THE grieving York mother of a young man who took his own life has urged people to spare a few moments this Christmas to think of those who have lost loved ones.

Fiona Crawford said that, like many others, she used to get caught up in the “relentless jollity” of Christmas each year, with little thought for poor souls who were mourning a death.

“Now each tinselly jingle is like nails on a blackboard,” said Mrs Crawford, of Fulford, who said her son Zack Petrou, 28, died of a massive overdose last month after running up tens of thousands of pounds of debts through gambling, drink and drugs.

“Christmas always used to be a big occasion for me, but this year it’s going to be like any ordinary day.

“Let us say a prayer, light a candle, and trust that in time those left behind will, in the words of Ernest Hemingway, become ‘stronger at the broken places.’”

Mrs Crawford said while a full inquest would not be held until next year, she was in no doubt that Zack had overdosed using morphine he had bought on the Internet. She said he was bipolar and had revealed how he had been feeling in a seven-page suicide note.

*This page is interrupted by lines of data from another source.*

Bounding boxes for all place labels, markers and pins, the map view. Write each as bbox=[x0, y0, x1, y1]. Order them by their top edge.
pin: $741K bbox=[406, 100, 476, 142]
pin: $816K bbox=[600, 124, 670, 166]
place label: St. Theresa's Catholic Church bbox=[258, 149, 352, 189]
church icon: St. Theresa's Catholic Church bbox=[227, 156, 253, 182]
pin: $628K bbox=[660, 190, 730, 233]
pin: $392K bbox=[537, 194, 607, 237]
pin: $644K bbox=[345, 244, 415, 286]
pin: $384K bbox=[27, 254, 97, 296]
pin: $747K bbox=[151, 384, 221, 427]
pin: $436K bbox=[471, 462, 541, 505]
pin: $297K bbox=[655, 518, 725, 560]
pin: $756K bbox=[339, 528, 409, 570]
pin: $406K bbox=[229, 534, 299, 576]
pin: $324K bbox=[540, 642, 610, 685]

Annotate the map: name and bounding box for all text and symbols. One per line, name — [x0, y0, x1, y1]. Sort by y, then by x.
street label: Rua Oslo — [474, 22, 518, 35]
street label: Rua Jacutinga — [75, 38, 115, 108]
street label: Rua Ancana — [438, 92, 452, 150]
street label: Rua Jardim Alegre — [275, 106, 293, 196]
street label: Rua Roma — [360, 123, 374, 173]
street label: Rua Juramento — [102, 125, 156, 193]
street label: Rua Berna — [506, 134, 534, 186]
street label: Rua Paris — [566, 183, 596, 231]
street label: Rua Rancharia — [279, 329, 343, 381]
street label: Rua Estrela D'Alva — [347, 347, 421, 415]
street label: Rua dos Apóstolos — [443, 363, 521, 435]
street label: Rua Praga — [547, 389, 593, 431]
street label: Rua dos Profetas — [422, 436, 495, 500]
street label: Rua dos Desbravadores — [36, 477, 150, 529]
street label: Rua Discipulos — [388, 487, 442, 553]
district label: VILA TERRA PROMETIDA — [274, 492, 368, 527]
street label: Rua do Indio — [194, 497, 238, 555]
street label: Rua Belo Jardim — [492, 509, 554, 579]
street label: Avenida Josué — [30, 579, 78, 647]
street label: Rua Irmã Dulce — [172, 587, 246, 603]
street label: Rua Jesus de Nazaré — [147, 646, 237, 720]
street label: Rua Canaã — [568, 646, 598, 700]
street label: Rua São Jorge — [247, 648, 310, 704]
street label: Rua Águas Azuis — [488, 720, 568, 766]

She said it was his fifth suicide attempt and she was convinced he had been planning it for months.

Zack, who lived in Milton Keynes and whose body was found in his flat there several days after he died, had felt a financial and emotional burden on everyone.

Mrs Crawford said: “He had overdrafts on credit card after credit card after credit card. He just wanted to sleep all the time.”

She said he had been addicted to gambling on the Internet, and she and her husband, Simon, wanted to set up a charitable trust to campaign against “lax” laws controlling online gambling.

She also hoped to do something to help provide more support to people addicted to gambling.

Mrs Crawford, whose father James Clunie is a former Professor of Mathematics at the University of York, said Zack had been a very intelligent young person who had achieved five A levels, but had begun to fall ill in his early 20s.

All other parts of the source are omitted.